What you are asked to do – For every line in the records that has the word "rotate", make a copy.

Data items
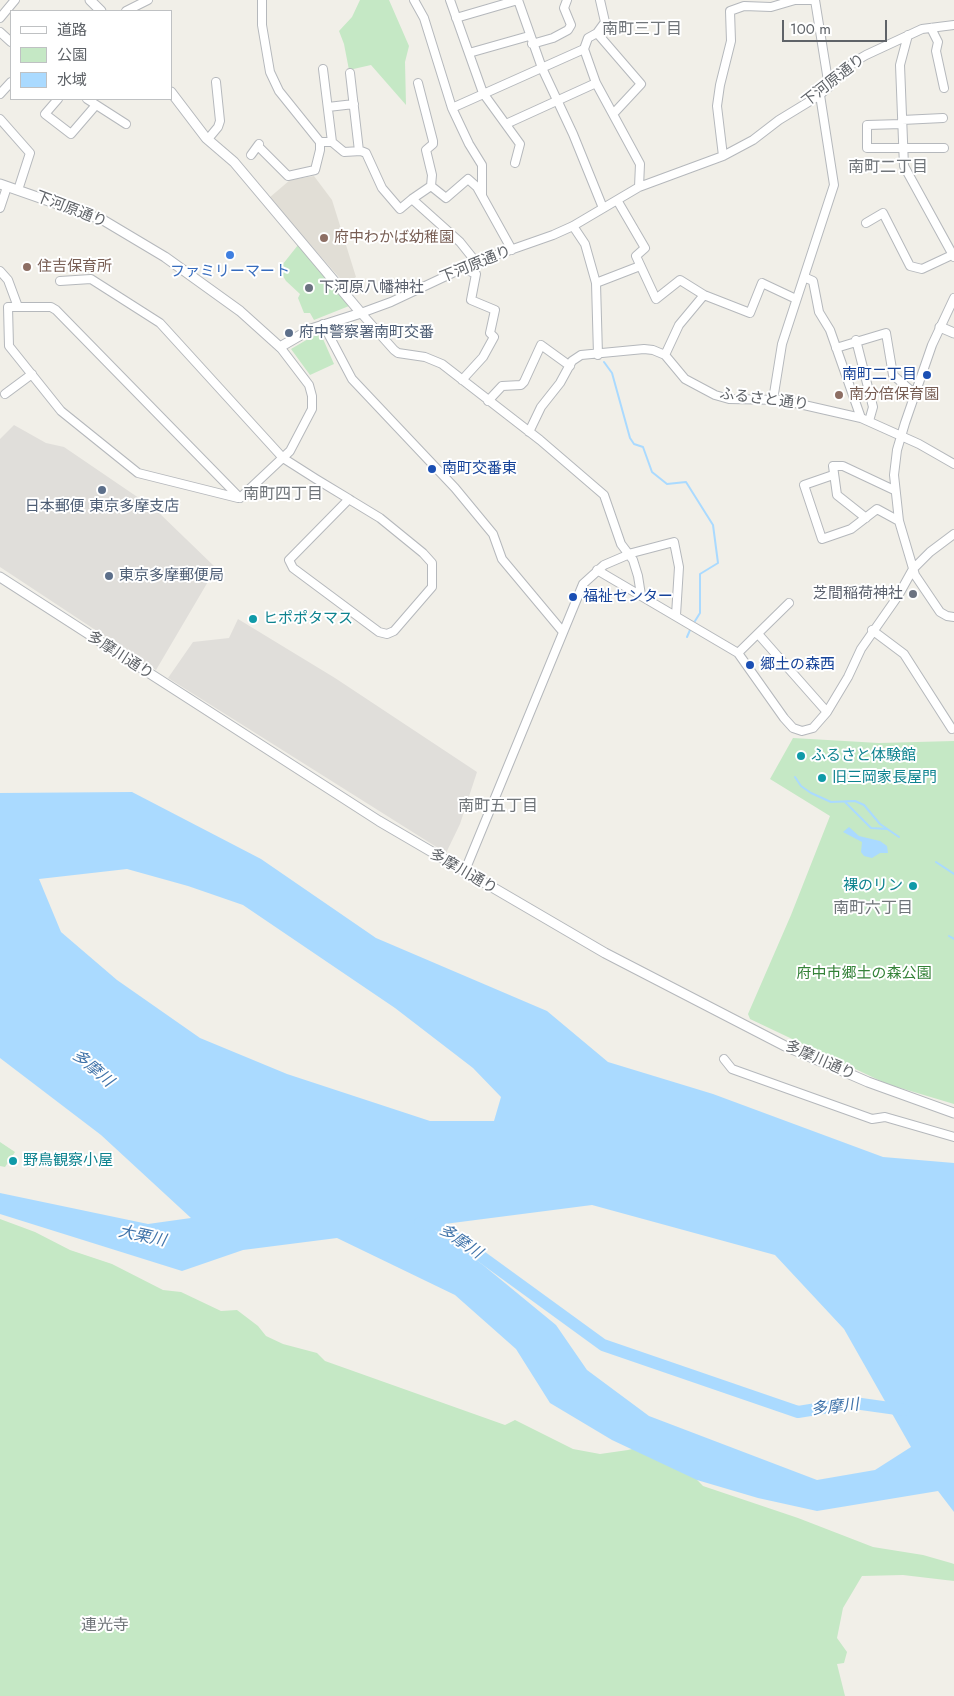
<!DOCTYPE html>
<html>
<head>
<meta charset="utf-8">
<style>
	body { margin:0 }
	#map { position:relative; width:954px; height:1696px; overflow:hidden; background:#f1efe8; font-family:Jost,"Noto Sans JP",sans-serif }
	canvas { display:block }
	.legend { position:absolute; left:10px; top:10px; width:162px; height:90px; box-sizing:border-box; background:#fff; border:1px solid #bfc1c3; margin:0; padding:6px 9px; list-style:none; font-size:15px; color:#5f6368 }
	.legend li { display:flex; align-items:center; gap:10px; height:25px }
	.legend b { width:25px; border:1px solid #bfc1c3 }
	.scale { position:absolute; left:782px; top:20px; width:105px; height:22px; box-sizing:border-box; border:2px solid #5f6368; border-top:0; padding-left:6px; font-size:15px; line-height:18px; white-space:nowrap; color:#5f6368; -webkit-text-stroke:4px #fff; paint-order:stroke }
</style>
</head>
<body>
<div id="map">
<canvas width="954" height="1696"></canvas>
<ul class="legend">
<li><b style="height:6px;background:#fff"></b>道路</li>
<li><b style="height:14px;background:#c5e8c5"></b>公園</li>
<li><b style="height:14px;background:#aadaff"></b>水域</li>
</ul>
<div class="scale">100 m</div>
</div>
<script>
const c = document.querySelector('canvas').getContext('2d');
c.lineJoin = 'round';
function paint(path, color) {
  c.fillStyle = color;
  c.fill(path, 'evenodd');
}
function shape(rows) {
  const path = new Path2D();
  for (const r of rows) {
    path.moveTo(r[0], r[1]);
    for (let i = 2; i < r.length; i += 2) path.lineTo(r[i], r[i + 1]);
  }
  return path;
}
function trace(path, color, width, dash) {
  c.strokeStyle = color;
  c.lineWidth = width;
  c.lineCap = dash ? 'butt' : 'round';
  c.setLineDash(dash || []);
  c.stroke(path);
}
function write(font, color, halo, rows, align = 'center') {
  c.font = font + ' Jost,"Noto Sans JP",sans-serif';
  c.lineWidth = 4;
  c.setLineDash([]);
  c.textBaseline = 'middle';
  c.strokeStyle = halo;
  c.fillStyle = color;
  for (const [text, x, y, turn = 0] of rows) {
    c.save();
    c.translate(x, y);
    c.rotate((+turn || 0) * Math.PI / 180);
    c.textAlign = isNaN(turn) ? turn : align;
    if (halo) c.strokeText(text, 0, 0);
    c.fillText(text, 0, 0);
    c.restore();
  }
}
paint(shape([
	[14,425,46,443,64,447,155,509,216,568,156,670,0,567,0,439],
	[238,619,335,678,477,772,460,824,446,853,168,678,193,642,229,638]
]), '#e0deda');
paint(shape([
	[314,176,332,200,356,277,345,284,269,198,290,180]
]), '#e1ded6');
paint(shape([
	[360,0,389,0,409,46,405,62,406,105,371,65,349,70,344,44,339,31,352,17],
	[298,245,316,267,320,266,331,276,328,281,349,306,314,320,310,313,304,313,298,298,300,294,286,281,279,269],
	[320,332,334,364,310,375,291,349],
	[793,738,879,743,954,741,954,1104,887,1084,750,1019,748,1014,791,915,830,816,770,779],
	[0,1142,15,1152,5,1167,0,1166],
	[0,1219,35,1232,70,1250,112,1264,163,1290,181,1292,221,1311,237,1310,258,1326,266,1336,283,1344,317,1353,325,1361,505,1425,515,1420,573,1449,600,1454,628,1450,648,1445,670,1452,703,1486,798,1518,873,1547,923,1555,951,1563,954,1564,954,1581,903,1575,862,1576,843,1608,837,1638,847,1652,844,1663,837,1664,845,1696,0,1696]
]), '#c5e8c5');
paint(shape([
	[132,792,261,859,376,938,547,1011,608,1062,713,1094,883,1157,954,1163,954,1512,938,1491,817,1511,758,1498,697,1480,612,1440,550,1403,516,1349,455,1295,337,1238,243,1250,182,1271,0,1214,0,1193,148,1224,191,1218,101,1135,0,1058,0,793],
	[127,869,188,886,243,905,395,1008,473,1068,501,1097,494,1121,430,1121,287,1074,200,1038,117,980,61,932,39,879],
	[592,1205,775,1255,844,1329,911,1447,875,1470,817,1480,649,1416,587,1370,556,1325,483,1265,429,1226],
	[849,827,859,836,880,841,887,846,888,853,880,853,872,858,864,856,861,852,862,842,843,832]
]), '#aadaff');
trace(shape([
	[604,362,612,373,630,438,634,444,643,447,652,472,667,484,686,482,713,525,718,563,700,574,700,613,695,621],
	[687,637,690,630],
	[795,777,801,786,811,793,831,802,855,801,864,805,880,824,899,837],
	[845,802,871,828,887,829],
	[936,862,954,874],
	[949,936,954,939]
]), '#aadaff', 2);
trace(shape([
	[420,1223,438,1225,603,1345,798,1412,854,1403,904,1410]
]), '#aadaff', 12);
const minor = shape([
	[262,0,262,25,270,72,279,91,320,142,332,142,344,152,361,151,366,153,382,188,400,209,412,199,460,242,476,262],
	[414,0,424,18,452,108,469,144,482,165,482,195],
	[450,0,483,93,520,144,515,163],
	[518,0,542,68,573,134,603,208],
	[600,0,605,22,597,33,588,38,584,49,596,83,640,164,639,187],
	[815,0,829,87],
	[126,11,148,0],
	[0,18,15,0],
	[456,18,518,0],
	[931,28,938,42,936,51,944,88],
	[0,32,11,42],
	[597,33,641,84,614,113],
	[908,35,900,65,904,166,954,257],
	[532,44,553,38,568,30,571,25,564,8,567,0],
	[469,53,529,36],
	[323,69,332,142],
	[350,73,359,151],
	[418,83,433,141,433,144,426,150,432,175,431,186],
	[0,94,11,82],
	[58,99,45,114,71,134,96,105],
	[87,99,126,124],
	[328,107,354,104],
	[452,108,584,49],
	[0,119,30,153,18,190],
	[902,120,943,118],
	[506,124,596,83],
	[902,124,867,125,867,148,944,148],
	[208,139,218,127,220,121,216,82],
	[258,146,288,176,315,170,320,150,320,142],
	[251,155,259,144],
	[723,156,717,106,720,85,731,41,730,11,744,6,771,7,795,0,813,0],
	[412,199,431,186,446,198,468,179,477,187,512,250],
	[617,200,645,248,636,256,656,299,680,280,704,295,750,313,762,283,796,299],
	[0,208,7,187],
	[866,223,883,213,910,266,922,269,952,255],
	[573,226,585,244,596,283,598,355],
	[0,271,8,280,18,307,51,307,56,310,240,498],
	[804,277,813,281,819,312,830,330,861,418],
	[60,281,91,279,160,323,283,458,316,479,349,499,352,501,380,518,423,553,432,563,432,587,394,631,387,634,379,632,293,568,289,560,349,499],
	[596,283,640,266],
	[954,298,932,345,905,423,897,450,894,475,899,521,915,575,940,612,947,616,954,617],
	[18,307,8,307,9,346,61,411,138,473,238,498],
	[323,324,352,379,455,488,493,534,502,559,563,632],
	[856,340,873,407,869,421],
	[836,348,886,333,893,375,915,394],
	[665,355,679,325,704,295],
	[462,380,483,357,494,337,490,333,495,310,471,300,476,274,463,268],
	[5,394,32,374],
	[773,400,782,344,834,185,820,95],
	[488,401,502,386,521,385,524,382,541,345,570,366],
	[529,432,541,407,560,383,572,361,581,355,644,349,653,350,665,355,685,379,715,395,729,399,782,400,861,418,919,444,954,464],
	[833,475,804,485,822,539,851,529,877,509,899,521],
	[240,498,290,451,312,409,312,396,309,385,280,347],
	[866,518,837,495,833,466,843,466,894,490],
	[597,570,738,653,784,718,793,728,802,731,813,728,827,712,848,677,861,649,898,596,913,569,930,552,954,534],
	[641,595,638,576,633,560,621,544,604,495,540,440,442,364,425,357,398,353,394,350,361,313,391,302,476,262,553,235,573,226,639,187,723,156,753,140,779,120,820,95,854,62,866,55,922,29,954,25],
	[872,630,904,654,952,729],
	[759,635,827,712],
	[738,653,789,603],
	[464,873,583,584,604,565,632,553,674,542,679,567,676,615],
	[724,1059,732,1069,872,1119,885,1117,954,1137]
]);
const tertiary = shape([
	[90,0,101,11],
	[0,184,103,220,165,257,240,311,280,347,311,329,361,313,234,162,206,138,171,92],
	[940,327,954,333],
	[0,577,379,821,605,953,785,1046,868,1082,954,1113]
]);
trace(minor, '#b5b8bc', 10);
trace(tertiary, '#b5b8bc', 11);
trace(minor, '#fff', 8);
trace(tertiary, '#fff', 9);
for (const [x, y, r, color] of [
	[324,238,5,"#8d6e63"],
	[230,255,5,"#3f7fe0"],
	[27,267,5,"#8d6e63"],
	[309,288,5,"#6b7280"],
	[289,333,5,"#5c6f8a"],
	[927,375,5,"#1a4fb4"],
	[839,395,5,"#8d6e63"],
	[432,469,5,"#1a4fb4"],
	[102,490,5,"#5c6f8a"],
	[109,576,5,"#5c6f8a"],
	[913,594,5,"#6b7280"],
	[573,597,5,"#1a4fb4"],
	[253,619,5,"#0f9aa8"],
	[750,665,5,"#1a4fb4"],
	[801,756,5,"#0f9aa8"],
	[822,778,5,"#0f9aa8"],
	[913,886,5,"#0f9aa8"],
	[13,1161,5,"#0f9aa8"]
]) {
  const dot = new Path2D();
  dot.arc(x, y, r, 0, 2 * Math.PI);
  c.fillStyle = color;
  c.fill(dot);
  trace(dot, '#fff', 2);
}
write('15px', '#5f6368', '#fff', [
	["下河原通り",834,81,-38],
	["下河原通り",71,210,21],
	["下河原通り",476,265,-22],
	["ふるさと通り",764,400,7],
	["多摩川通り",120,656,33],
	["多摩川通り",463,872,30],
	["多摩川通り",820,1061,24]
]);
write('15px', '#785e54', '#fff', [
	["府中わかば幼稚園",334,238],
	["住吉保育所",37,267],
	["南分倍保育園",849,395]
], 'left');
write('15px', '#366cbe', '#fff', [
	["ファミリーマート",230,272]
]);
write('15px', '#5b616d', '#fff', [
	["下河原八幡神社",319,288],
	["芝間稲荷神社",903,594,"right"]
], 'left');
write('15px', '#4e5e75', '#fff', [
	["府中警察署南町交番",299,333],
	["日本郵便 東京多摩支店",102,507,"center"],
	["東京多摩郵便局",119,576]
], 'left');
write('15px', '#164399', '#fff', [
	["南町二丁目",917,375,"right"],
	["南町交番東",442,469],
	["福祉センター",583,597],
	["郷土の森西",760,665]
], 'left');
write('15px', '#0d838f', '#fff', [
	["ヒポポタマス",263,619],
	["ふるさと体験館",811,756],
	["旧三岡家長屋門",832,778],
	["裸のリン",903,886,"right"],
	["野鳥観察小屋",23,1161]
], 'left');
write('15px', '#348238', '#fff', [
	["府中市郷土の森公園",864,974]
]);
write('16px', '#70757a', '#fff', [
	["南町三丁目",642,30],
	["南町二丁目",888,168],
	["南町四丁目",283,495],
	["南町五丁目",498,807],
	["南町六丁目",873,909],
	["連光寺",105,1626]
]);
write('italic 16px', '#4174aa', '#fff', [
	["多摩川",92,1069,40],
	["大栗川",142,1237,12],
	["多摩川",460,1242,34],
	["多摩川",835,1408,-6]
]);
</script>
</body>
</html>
--
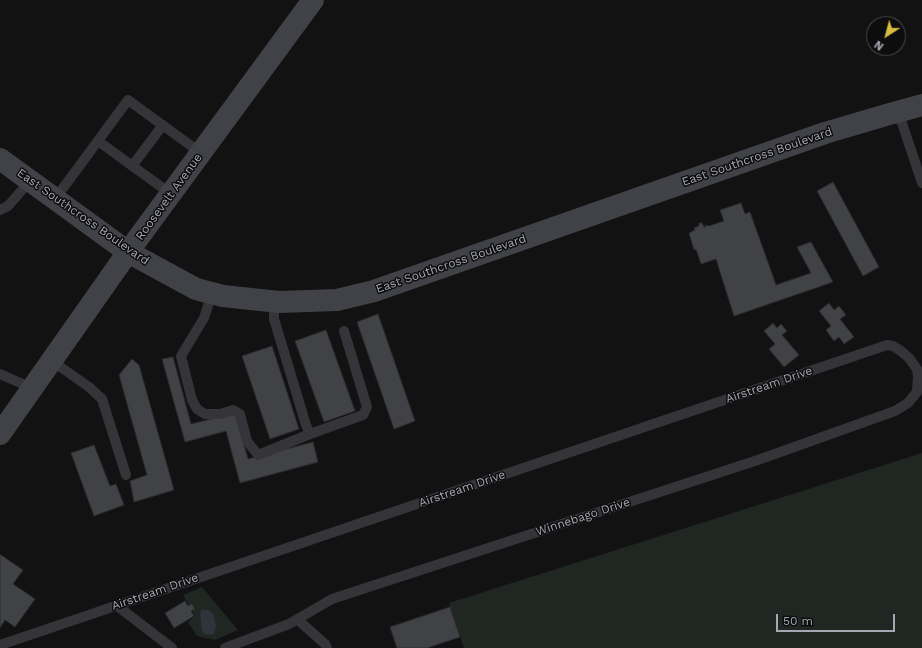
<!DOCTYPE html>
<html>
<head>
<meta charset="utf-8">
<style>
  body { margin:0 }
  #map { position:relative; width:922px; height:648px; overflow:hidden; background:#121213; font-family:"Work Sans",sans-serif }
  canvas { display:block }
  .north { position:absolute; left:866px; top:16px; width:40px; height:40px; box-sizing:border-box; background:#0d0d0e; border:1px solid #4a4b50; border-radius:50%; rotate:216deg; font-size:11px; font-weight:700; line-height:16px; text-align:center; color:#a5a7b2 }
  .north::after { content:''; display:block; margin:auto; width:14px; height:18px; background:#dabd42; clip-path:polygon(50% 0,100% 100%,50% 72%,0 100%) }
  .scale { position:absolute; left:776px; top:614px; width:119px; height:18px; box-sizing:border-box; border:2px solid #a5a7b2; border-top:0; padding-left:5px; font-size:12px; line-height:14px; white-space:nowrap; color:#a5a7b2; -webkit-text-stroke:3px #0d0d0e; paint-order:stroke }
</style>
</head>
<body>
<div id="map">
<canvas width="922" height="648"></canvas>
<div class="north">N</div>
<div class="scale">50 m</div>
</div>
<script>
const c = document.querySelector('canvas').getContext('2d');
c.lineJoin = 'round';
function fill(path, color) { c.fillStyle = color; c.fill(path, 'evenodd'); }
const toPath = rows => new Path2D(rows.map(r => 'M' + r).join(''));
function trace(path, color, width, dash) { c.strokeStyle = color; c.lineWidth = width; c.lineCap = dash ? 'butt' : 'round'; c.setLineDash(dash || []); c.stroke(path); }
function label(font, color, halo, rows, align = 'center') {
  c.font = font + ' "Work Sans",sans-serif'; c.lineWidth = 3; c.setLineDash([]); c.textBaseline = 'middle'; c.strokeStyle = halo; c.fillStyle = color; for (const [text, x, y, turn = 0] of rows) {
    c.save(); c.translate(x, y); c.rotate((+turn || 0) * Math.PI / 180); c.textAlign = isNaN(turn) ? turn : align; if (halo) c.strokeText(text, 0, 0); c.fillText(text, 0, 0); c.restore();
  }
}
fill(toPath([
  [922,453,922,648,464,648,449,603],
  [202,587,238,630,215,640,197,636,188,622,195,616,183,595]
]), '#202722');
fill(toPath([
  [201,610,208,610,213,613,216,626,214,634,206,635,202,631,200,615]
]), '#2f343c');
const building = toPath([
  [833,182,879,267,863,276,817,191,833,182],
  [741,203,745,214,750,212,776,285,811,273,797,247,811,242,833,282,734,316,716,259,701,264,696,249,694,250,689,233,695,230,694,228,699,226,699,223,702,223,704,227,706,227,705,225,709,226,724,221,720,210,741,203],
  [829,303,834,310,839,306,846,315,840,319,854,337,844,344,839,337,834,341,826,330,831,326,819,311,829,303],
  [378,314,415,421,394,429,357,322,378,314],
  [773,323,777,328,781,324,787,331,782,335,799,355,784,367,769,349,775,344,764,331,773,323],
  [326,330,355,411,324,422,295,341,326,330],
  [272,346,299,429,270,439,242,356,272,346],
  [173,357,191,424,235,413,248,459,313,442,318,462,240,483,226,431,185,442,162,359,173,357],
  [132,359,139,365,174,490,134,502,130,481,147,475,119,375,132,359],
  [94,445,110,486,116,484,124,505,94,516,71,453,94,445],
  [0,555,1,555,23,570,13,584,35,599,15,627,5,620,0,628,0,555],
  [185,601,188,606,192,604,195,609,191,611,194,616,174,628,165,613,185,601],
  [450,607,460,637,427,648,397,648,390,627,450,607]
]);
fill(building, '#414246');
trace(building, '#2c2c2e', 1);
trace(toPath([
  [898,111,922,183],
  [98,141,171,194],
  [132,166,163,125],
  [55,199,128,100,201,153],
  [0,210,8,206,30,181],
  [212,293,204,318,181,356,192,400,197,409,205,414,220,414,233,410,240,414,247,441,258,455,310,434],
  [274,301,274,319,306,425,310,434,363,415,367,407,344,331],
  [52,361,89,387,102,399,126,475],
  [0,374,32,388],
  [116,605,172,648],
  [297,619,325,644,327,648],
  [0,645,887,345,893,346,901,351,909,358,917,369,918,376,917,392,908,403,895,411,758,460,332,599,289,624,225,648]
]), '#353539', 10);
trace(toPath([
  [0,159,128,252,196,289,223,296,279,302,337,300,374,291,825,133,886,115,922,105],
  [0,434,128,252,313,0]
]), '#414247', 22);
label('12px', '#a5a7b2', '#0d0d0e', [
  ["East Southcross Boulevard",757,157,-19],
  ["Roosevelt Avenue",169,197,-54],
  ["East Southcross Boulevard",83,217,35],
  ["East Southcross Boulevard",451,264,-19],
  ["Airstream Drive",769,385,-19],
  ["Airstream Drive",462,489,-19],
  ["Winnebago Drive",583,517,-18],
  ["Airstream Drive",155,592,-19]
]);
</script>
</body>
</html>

Response for this exercise –
    c.rotate((+turn || 0) * Math.PI / 180);
  .north { position:absolute; left:866px; top:16px; width:40px; height:40px; box-sizing:border-box; background:#0d0d0e; border:1px solid #4a4b50; border-radius:50%; rotate:216deg; font-size:11px; font-weight:700; line-height:16px; text-align:center; color:#a5a7b2 }
    c.save(); c.translate(x, y); c.rotate((+turn || 0) * Math.PI / 180); c.textAlign = isNaN(turn) ? turn : align; if (halo) c.strokeText(text, 0, 0); c.fillText(text, 0, 0); c.restore();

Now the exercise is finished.